Strange Trip

by on April 22, 2009 at 7:32 am in Education | Permalink

Yesterday I chaperoned a group of ten year-olds to the Smithsonian.  As the bus rolled by, I pointed out the Federal Reserve to my kid and one of the other boys his eyes all aglow said "ooohh, that's where Ben Bernanke works!"  Even taking into account the possible uber-nerdiness of the group, this was a surprise.

On another note, five years ago (!) I pointed to a sign at the Smithsonian warning of another ice age and recent global cooling – well the sign (or something like it) is still there only now it does have a little placard above saying that this exhibit will soon be changed to reflect more recent science.

Shaun April 22, 2009 at 7:49 am

Global temperatures peaked in 1998. Current Arctic sea ice coverage is the largest it’s been in 7 years. Antarctic ice coverage is well above the 1979-2000 mean. Lake Superior froze over this past winter for the second time in 6 years, an event that historically happens only once every 20. Sunspot activity is at an almost 100 year low. I would say global cooling does, in fact, reflect the latest trend.

Daniel April 22, 2009 at 8:42 am

Where did you find such nerdy ten year olds?

Emily April 22, 2009 at 10:14 am

That Ben Bernanke story made my morning and possibly my day. For some reason I get lots of joy knowin that some kid somewhere gives a crap about stuff besides the Jonas Brothers.

Cosmotarian Overlord April 22, 2009 at 10:31 am

CO2 is the mostly deadly poison known to man. Humans who exhale it need to be taxed for their crimes against Gaia. Soon the useless
eaters will be eliminatyed and we can all enjoy our green collar jobs in while living in true freedom.

Cliff April 22, 2009 at 11:53 am

Ben, I do not think you are right. I too heard the “new ice age” theory and it had nothing to do with global warming, it had to do with a long-term global cooling trend independent of any human action or cause.

Careless April 22, 2009 at 1:04 pm

The “new ice age” thing was never the opposite of the greenhouse effect. It was one of the suite of predictions in “How does the Earth respond *after* the average surface temperature rises by 2C?” One of those possible responses is that ultracold, ultradry places (Antarctica, central Canada) turn into less-ultracold (but still below freezing) places with massive, massive amounts of snowfall. Hence: warming *can* lead to more snow in some places and less in others.

If you were correct we would not have had people suggesting to preemptively work to warm the planet. We did.

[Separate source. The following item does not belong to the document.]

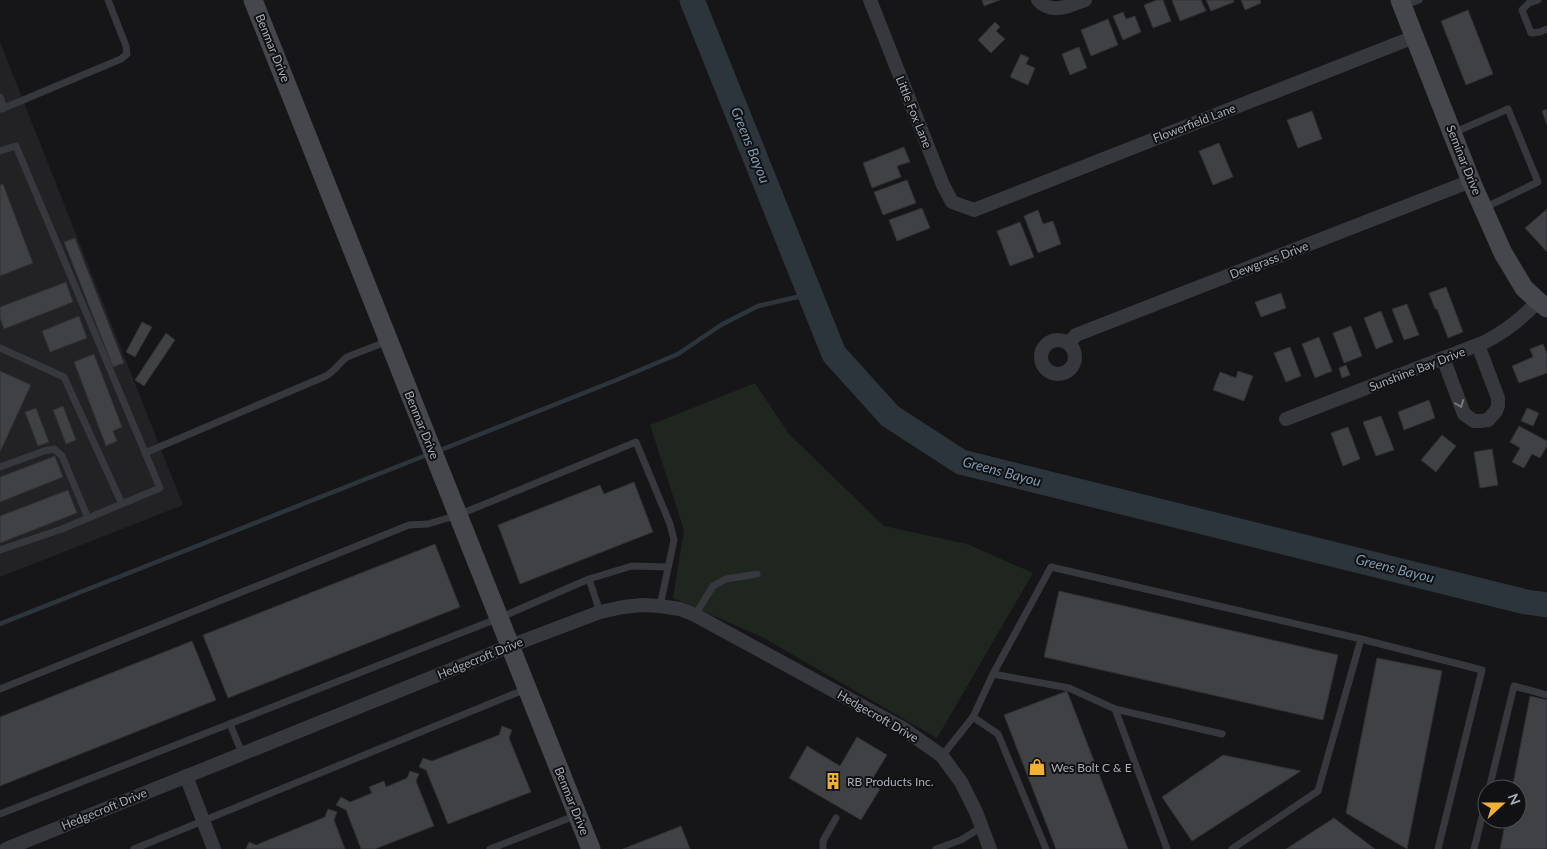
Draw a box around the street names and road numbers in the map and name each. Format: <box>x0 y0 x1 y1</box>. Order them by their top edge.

Which is not to say it was ever a position most or many scientists in related fields took (I’ve got no idea), but merely that such people and beliefs did exist.

Barkley Rosser April 22, 2009 at 1:17 pm

My own proposal for people exhaling CO2 is to require everybody
to wear chlorophyll masks. Why have not climate activists picked
up on this yet?

Regarding this business of global cooling, I do not know what or
where that sign in the Smithsonian is, and therefore what it is
based on. However, it is a fact that in the 1970s there was concern
about possible global cooling. If one goes back and reads carefully,
one finds careful climatologists speaking about two competing, human-
induced elements affecting global climate that went in opposite directions.
One was CO2, leading to warming. The other was aerosols, or particulates,
particularly those laden with SO2, which led to global cooling.

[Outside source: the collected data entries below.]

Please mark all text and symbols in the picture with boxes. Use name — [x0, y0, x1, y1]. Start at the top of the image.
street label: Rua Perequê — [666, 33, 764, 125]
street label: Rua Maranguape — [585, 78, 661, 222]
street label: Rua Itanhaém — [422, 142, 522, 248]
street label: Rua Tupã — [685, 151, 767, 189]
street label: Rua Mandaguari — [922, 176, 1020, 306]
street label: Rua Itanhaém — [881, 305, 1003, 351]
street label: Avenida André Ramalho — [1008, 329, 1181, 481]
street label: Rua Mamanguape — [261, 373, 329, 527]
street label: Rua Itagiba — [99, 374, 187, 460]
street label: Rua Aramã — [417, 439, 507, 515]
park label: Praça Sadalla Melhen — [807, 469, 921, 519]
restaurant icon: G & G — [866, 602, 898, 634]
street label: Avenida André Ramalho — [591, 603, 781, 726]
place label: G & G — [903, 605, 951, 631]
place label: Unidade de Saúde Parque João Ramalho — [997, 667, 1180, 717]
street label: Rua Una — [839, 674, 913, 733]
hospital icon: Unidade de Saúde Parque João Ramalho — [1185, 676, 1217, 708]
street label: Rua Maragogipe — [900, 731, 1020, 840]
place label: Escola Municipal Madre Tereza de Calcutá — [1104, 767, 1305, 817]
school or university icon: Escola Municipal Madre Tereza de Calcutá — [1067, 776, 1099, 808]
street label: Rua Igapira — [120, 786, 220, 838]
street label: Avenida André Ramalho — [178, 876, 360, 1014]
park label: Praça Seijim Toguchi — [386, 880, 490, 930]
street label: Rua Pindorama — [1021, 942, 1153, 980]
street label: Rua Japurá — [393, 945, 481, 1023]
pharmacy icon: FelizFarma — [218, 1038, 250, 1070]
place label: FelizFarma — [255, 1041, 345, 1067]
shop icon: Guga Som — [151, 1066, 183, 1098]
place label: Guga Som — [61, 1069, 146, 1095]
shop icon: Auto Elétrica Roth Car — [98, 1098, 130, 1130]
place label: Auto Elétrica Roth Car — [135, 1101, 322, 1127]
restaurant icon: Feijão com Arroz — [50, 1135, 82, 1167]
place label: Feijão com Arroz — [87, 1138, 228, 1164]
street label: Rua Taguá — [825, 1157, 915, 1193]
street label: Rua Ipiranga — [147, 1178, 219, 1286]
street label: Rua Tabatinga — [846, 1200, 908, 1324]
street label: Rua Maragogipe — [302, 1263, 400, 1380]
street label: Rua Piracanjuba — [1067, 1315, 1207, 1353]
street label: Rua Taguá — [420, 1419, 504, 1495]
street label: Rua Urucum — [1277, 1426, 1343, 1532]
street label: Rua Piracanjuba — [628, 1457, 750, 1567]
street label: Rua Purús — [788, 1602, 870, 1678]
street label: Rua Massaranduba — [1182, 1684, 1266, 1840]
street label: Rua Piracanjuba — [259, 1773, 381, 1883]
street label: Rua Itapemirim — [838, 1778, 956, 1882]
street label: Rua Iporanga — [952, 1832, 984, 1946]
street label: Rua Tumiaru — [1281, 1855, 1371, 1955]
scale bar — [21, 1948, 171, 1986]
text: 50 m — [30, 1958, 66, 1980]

There is a non-trivial viewpoint held by some non-trivial observers that
says that the explanation of the last century or so of global temperature
was that we had a global warming trend in the early 20th century that then
got side-tracked by a massive expansion of coal-based industry around the
world without any pollution controls. Sulfur-laden aerosols surged, offsetting
the warming trend and inducing a cooling that occurred until into the 1970s.
Then we passed anti-SO2 and anti-particulates environmental legisltation in
the higher-income countries, and so began to cut back those items, allowing
the CO2 rise to again dominate.

Regarding the recent trends, the view of such a prominent “global warming
skeptic” as Patrick Michaels at Cato is that in fact the longer term trend
is to global warming due to CO2, although not as rapidly as many predict,
but that we are in a temporary downturn due to La Nina and other effects.

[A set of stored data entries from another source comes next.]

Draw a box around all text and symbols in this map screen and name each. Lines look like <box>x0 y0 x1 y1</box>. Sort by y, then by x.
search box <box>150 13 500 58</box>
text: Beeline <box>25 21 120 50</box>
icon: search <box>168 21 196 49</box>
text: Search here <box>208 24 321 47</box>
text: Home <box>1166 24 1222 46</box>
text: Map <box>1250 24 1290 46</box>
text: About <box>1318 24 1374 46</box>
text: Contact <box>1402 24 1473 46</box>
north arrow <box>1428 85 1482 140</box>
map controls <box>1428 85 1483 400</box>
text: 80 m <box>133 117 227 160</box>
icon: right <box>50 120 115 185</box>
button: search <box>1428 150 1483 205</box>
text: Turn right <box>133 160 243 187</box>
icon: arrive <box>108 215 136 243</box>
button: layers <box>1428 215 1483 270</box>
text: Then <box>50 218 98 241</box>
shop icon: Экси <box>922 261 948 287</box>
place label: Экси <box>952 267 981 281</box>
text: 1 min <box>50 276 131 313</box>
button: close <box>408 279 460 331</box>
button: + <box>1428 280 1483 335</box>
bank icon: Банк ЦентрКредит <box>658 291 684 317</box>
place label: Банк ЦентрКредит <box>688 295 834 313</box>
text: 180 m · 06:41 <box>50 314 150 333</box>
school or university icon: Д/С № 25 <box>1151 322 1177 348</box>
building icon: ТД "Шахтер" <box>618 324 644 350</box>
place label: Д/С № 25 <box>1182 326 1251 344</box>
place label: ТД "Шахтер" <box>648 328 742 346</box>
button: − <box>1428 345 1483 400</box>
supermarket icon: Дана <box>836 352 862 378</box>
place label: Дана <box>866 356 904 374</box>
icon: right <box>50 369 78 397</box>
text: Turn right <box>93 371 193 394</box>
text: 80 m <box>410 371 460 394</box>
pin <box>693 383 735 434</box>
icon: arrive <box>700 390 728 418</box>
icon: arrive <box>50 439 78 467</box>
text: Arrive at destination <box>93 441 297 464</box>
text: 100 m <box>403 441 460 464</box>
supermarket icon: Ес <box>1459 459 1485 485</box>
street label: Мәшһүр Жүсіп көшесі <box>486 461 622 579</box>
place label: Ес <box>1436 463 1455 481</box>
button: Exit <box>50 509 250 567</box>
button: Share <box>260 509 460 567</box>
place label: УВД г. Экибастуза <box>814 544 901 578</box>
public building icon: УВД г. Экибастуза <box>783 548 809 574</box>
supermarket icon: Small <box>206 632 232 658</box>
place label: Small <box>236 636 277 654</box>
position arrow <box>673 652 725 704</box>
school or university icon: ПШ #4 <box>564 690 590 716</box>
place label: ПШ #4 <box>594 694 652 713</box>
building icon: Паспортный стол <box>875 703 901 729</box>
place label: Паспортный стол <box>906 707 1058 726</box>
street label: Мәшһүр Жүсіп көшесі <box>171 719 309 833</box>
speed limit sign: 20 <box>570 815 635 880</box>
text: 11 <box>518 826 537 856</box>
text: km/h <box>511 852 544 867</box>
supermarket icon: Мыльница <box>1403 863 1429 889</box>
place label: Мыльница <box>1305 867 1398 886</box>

JSIS April 22, 2009 at 1:39 pm

Ben has it right
http://www.newscientist.com/article/dn16988-why-antarctic-ice-is-growing-despite-global-warming.html

“Satellite data shows that sea ice has shrunk west of the Antarctic Peninsula and grown in the Ross Sea. Because the increase in sea ice extent has been greater than the reduction around the Antarctic peninsula the net effect is that since the ozone hole appeared 30 years ago, Antarctic ice has grown. The researchers say their models suggest this is most likely a result of the ozone hole although they cannot rule out the possibility that natural variations in sea ice extent have also played a role.”

Borealis April 22, 2009 at 1:48 pm

If the earth is cooling, it is because of climate change. If it is warming, it is because of climate change. If it is wetter, it is because of climate change. If it is drier, it is because of climate change. What a miraculous theory — it must be true because it cannot be disproved.

happyjuggler0 April 22, 2009 at 3:34 pm

JSIS,

Does that article say anything about the active volcano underneath the part of the ice shelf that is melting in Antarctica?

Shaun April 22, 2009 at 4:39 pm

@sleepy_commentator:

My AGW skepticism has revealed your own selection biases. A: I’m not a Republican. B: I’m not even American. AGW and modern environmentalism show very similar characteristics of religions, and little in the way of fact based science. So if you want to discuss the use of selection bias… As for links, I thought MR readers clever enough to make use of Google. My bad.

Current Arctic Sea Ice Levels comparison:
http://www.ijis.iarc.uaf.edu/seaice/extent/AMSRE_Sea_Ice_Extent.png
Danish Meteorological Institute Ice Cover April 21, 2009:

Current Antarctic Sea Ice Levels comparison to 1979-2000 mean:
http://arctic.atmos.uiuc.edu/cryosphere/IMAGES/current.365.south.jpg
Cyrosphere Today

Sunspot Activity:
http://news.bbc.co.uk/2/hi/science/nature/8009185.stm
BBC April 21, 2009 (if they’re not satisfactory, I do recommend trying Google)

Satellite image of Frozen Lake Superior:
http://www.crh.noaa.gov/images/mqt/Lake%20Superior%20ice%20Mar3_09tbig.jpg
NOAA

ardyan April 23, 2009 at 2:09 am

The next great real-estate bubble: Alaska and/or Canada and/ or some Scandinavian country and/ or Siberia.

Dibs on Vancouver!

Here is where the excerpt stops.